A single number is expected: the count of lines in the entries below that contain "speed".

=== Task data ===

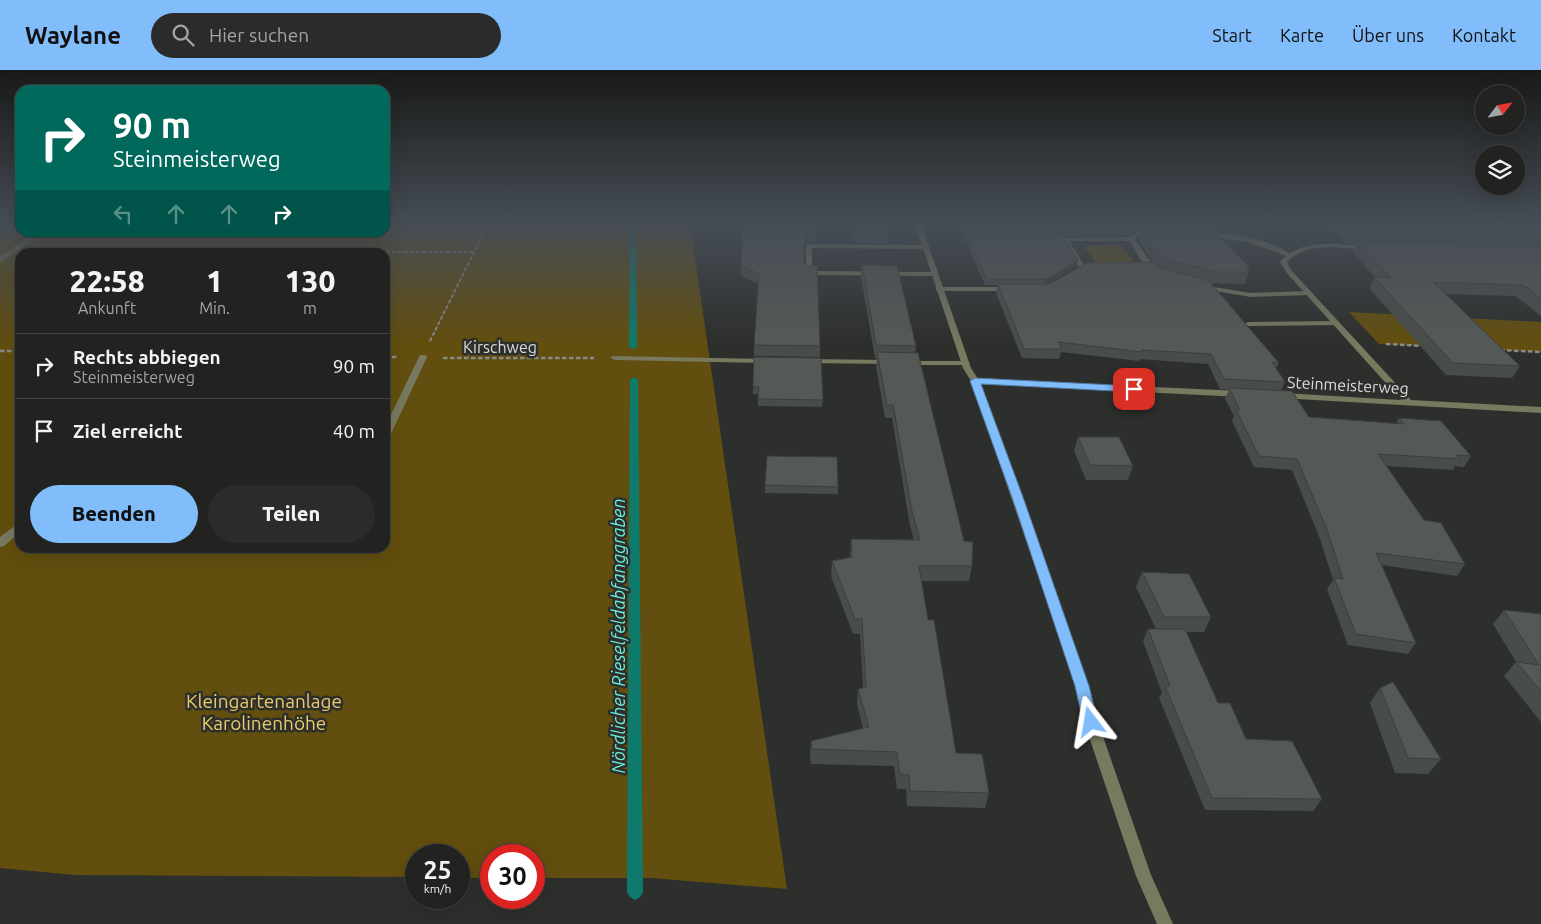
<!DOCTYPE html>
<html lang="de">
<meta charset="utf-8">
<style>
:root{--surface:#222321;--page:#2a2b2a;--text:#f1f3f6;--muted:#a2a4a5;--line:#3f403f;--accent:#80bdfa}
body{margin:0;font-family:Ubuntu,sans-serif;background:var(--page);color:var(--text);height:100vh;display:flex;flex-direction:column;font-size:19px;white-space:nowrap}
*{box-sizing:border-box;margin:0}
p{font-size:16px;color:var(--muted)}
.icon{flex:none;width:28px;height:28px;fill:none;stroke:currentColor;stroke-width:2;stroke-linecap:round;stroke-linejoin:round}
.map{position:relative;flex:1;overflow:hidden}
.panel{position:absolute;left:15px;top:178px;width:375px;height:305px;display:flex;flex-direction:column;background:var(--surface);border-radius:15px;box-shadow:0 5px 20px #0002,0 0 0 1px var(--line)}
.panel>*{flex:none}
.guide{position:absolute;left:15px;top:15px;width:375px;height:152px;border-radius:15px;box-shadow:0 5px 20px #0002,0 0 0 1px var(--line);background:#00695c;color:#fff;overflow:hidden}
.needle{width:32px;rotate:58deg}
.controls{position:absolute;left:1475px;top:15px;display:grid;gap:10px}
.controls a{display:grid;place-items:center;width:50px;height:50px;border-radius:50%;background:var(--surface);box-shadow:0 5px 20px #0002,0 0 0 1px var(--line);font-size:25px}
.speed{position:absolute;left:405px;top:774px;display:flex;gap:10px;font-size:25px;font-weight:700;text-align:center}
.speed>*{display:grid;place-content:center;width:65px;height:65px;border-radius:50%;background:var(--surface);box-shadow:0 5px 20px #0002,0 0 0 1px var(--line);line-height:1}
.speed small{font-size:12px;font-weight:400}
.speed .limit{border:8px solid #d22;background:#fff;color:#111}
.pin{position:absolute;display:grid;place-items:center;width:42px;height:42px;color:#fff;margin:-21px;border-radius:10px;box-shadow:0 2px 8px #0006}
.me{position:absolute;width:55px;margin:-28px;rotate:346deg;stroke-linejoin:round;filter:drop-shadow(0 0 4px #0008)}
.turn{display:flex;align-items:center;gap:18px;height:105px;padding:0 15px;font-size:22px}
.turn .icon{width:65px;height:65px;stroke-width:2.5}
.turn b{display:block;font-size:35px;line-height:42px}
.lanes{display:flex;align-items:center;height:48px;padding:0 15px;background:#0003;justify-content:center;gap:25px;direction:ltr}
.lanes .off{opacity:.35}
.eta{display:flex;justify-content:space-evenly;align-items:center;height:85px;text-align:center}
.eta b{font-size:30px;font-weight:800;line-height:35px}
.cta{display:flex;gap:10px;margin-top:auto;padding:10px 15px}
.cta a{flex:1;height:58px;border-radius:30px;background:var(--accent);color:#111;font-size:20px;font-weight:800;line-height:58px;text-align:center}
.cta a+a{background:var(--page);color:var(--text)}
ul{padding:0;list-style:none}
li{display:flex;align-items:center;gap:15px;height:65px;padding:0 15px;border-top:1px solid var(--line)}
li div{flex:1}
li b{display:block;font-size:19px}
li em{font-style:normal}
header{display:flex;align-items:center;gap:30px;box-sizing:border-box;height:70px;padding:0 25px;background:var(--accent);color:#111}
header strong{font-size:24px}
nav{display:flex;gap:28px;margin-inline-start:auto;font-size:18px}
.search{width:350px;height:45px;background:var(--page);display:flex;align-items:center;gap:12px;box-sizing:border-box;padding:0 18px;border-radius:28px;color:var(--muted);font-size:19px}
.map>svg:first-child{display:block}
</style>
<header>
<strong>Waylane</strong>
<div class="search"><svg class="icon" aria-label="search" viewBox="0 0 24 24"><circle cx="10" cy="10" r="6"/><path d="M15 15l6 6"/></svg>Hier suchen</div>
<nav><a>Start</a><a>Karte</a><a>Über uns</a><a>Kontakt</a></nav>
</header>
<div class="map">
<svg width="1541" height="854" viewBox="0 0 1541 854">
<rect width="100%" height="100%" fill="#2d2f2c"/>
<!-- green -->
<g fill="#624e0e" fill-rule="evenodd">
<path d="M0,154H20V162H385V154H690L787,819L651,808H534V785H491V808H459V785H416V807L75,805L0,798ZM20,182H385V478H20Z"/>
<path d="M1121,175L1134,192H1095L1084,176Z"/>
<path d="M1349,242L1541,252V282L1379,274Z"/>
</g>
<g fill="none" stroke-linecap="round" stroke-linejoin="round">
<!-- stream -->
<g fill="#0d7a6c" fill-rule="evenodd">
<path d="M630,154H636L637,277L633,279L629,277Z"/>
<path d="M634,307L638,310L643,822L640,827L635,830L630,827L627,822L630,310Z"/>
</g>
<!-- path-far1 -->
<g stroke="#898b89" stroke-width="2" stroke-dasharray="4 2" stroke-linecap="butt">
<path d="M50,181L474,182"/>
<path d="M430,271L488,154"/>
</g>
<!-- path -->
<g stroke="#898b89" stroke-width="2.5" stroke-dasharray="4.5 2.5" stroke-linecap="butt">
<path d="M1386,274L1424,276"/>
<path d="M1500,280L1541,282"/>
<path d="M0,281H20"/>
<path d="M385,287H399"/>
<path d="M443,288H594"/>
</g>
<!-- service -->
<g fill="#777a5f" fill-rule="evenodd">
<path d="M37,162H45L0,192V187Z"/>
<path d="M1137,162H1151L1154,164L1151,166H1139L1135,169L1153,196L1158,200L1157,201C1144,202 1136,181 1130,171H1069L1086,198L1076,204L1071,203L1079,197L1062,170L1063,168L1130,167Z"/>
<path d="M1208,163C1235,164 1270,168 1291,185L1286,186L1248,172L1206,166L1205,165Z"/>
<path d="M809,174L926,175L929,177L926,179L812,178V201L935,202L938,204L935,206L809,205L806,203V176Z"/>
<path d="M1201,215L1251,223L1309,221L1313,223L1309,225L1251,227L1204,219H1201Z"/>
<path d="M936,217H1009L1013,219L1009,221H936Z"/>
<path d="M1336,251L1340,253L1339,255L1248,256L1244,254L1248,252Z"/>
<path d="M420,285H426L427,287L390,366L385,369V357Z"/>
<path d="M612,286L768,289L772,291L768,293L615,290L611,288Z"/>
<path d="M804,289L890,290L894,292L890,294L807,293L803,291Z"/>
<path d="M904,291H966L970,293L966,295H907L903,293Z"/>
<path d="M20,454V462L4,476L0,477V467L16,455Z"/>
</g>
<!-- minor -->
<g fill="#777a5f" fill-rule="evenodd">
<path d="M915,154H921L971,298L978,309L1241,321L1245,324L1241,327L980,314L1088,615L1098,652L1151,805L1173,854H1157L1136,806L1084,652L1076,615L971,311L963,298Z"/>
<path d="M1334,174L1368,176L1371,178L1368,180C1341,178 1307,171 1287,192L1291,200L1411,330L1541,337V343L1280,328L1279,326L1280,324L1283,323L1401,330L1286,202L1280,192C1294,175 1314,174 1334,174Z"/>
</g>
</g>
<!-- wall -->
<g fill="#494d4a" fill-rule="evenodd">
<path d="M853,154H887L888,161L887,173H855L853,158Z"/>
<path d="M959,154H1201L1202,155L1201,158L1250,198L1248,201L1249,202L1245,214L1211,213L1279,293L1276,298L1285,312L1281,321L1309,347L1396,354L1399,348L1471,386L1464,397L1455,396L1453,400L1386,396L1424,450L1465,494L1457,506L1382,495L1416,573L1408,584L1348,575L1327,519L1333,510L1320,469L1292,400L1254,397L1232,351L1234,346L1225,329L1229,320L1220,319L1208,294L1140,289L1139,291L1061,282L1059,289L1022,288L996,223L998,215H985L959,155ZM1040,159L1065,165H1129L1135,161L1140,160L1138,169L1153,193L1048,214L1076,196L1078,190Z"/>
<path d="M1326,154H1541V246L1522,231L1515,226L1446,224L1520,296L1512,308L1446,305L1369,218L1375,207L1352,182L1356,174H1345Z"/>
<path d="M743,162H816L815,172H808L804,176V192L820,276V287L754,286V275L759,214L741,206V195Z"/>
<path d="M862,195L916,276L915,283L964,471L972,496L969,511H921L928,550L956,683L989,723L985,738L907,736L906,719H897L894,696L811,694L810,686L811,671L863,658L857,634L858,619L863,618L860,564H853L831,506L832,491L850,487L851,469L914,470L910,456L892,348H885L876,296L877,288H875L861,207Z"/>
<path d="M754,287L823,330L822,337L758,336V324H753Z"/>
<path d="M1078,367L1133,396L1128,410H1086L1074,381Z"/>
<path d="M765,415L838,417V424L765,423Z"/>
<path d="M1142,502L1211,547L1204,562H1186L1218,633L1246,669L1322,729L1313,741L1205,740L1159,628L1162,623L1143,571L1148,559H1156L1136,517Z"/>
<path d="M1504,540L1541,544V652L1504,606L1516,592L1493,554Z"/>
<path d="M1380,618L1441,689L1428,704L1395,703L1370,633Z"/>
</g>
<!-- shaded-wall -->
<g fill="#3c3e3c">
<path d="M1147,154H1151L1149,159L1141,158L1140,160L1135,161L1129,165L1131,159L1136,155Z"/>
<path d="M808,162V172L804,176V166Z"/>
<path d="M1078,190L1076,196L1045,215L1047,209Z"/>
</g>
<!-- building -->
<g fill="#555956" stroke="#3c3e3c">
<path d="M765,154H815L816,162H808L804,166V192L808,196H817L820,276L754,275L759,204L741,195L743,162Z"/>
<path d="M855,154H887L888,161H856Z"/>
<path d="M962,154H1024L1063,166L1078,190L1047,209H987Z"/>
<path d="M1045,154H1147L1136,155L1131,159H1067Z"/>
<path d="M1168,154H1201L1202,155Z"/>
<path d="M1341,154H1541V170L1350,163Z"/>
<path d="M1152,156L1213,159L1250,198H1246L1249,202H1217L1171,190L1158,183L1141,158Z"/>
<path d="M1357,171L1541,178V229L1529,219L1522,215L1433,212L1520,296L1453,293L1374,207L1391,208Z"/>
<path d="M1151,192L1165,199L1209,211L1279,293L1272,292L1285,312L1224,309L1211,284L1142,280V282L1058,272L1062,279H1024L998,214H1049L1087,193Z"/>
<path d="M862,195L897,196L916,276L876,275Z"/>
<path d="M877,282L918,283L964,471L973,472L972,496H919L928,550H934L956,683L982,684L989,723L910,721L909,705L900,704L897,682L812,679L811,671L869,657L858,619L866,617L862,549H855L832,491L852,487L851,469L920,470L912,441L893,335H887Z"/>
<path d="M754,287L821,288L823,330L758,329L759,317H753Z"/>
<path d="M1229,318L1292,321L1309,347L1404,354L1399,348L1441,351L1471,386L1456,385L1460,389L1378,384L1424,450L1441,453L1465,494L1376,483L1416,573L1356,564L1334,508L1343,509L1326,457L1297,389L1259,386L1236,340H1240Z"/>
<path d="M1078,367H1119L1133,396L1090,395Z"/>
<path d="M767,386L837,387L838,417L765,415Z"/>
<path d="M1142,502L1189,504L1211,547H1164Z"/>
<path d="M1504,540L1541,544V621L1516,592L1539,595Z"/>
<path d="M1148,559H1185L1218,633H1230L1246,669L1292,671L1322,729L1212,728L1165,616H1170Z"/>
<path d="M1393,612L1441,689L1408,688L1380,618Z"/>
</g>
<!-- sky -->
<linearGradient id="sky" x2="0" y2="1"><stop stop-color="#191a18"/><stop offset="0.56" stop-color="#464d56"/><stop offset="1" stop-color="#464d56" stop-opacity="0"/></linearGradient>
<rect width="1541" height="273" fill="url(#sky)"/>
<!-- route -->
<path fill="#80bdfa" stroke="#537ba2" d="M975,308L1134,316L1139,319L1134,322L981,314L1024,430L1089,616L1098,652L1096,656L1091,658L1085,656L1083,652L1075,616L1013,430L970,311Z"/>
<g text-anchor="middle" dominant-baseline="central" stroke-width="5" stroke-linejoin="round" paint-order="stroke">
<!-- street labels -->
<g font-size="16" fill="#d9dbd9" stroke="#2d2f2c">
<text x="500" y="277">Kirschweg</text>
<text transform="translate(1348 315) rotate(3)">Steinmeisterweg</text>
</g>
<!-- water labels -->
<g font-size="18" font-style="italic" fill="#6aefda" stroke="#2d2f2c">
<text transform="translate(618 566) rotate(-90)">Nördlicher Rieselfeldabfanggraben</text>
</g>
<!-- near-park labels -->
<g font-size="19" fill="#ebca6a" stroke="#2d2f2c">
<text x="264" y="631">Kleingartenanlage<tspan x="264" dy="22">Karolinenhöhe</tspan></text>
</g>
</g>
</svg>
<div class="controls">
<a><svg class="needle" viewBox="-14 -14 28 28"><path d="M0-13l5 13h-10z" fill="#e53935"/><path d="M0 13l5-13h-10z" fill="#a2a4a5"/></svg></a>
<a><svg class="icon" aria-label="layers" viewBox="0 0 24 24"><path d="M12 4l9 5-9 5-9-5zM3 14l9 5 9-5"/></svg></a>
</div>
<div class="speed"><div>25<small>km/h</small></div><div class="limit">30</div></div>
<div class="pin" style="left:1134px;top:319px;background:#d93025"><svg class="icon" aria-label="arrive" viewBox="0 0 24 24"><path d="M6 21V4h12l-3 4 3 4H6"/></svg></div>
<svg class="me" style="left:1091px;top:652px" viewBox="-20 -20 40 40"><path d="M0-17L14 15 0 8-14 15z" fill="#80bdfa" stroke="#fff" stroke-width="4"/></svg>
<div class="guide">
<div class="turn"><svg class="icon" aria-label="right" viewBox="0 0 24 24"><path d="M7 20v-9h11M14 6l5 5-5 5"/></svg><div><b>90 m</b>Steinmeisterweg</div></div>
<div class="lanes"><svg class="icon off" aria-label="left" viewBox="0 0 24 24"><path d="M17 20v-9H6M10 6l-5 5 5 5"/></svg><svg class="icon off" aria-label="ahead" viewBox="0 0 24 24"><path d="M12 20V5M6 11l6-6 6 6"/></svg><svg class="icon off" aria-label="ahead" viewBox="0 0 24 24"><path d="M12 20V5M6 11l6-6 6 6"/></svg><svg class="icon" aria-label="right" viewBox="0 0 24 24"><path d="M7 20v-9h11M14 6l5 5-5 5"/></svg></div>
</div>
<section class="panel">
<div class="eta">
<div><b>22:58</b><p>Ankunft</p></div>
<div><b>1</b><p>Min.</p></div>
<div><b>130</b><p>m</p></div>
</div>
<ul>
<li><svg class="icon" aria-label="right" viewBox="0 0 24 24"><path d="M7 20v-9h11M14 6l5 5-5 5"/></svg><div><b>Rechts abbiegen</b><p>Steinmeisterweg</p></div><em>90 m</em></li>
<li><svg class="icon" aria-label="arrive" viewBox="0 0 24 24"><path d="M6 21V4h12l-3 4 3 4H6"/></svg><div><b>Ziel erreicht</b></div><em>40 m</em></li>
</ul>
<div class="cta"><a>Beenden</a><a>Teilen</a></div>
</section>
</div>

===

*Solution to this exercise*
5